TRY IT:
Can you copy out the data exactly? Leave the images out.

Collected data:

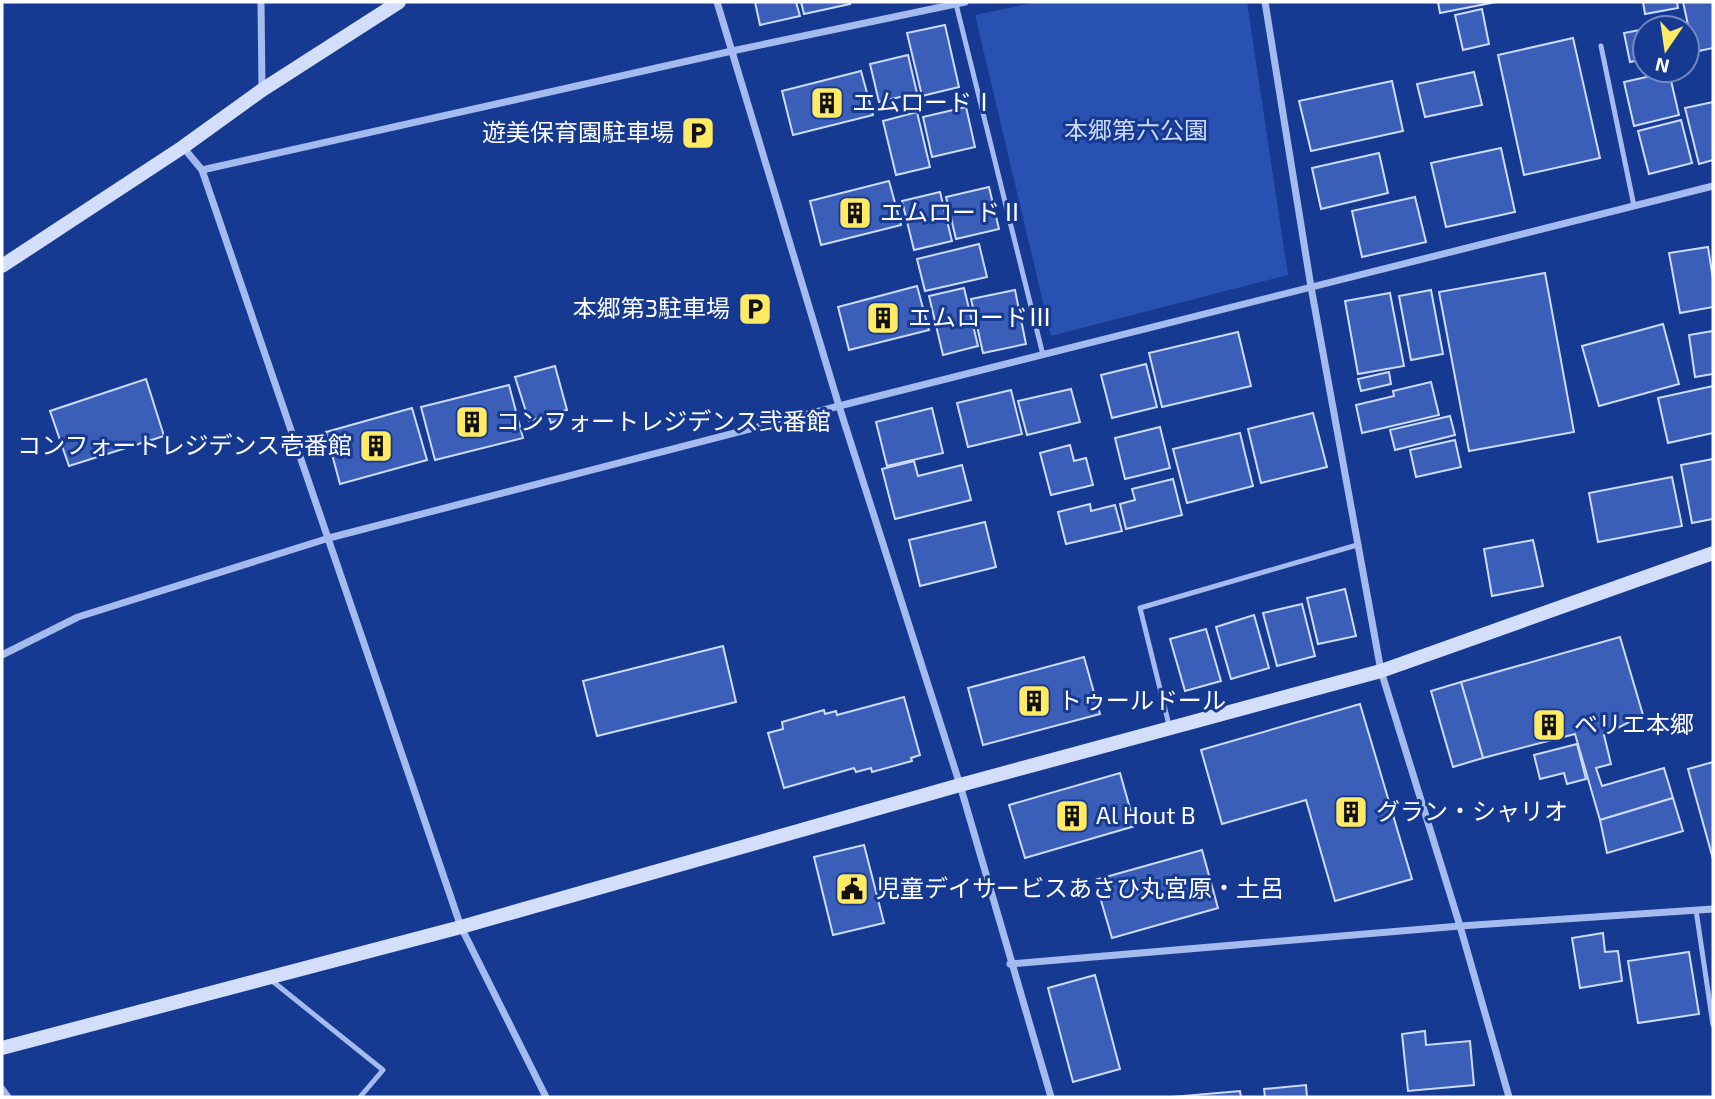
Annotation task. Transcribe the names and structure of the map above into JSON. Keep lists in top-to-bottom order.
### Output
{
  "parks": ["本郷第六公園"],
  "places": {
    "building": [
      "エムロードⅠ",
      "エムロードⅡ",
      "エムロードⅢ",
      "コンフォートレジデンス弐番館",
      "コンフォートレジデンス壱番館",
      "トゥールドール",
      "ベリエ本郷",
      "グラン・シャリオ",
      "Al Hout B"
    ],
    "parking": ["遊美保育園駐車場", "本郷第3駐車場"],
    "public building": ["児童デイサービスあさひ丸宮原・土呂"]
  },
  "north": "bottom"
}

COMPLETED EXERCISE:
Annotation task. Transcribe the names and structure of the map above into JSON. Keep lists in top-to-bottom order.
### Output
{
  "parks": ["本郷第六公園"],
  "places": {
    "building": [
      "エムロードⅠ",
      "エムロードⅡ",
      "エムロードⅢ",
      "コンフォートレジデンス弐番館",
      "コンフォートレジデンス壱番館",
      "トゥールドール",
      "ベリエ本郷",
      "グラン・シャリオ",
      "Al Hout B"
    ],
    "parking": ["遊美保育園駐車場", "本郷第3駐車場"],
    "public building": ["児童デイサービスあさひ丸宮原・土呂"]
  },
  "north": "bottom"
}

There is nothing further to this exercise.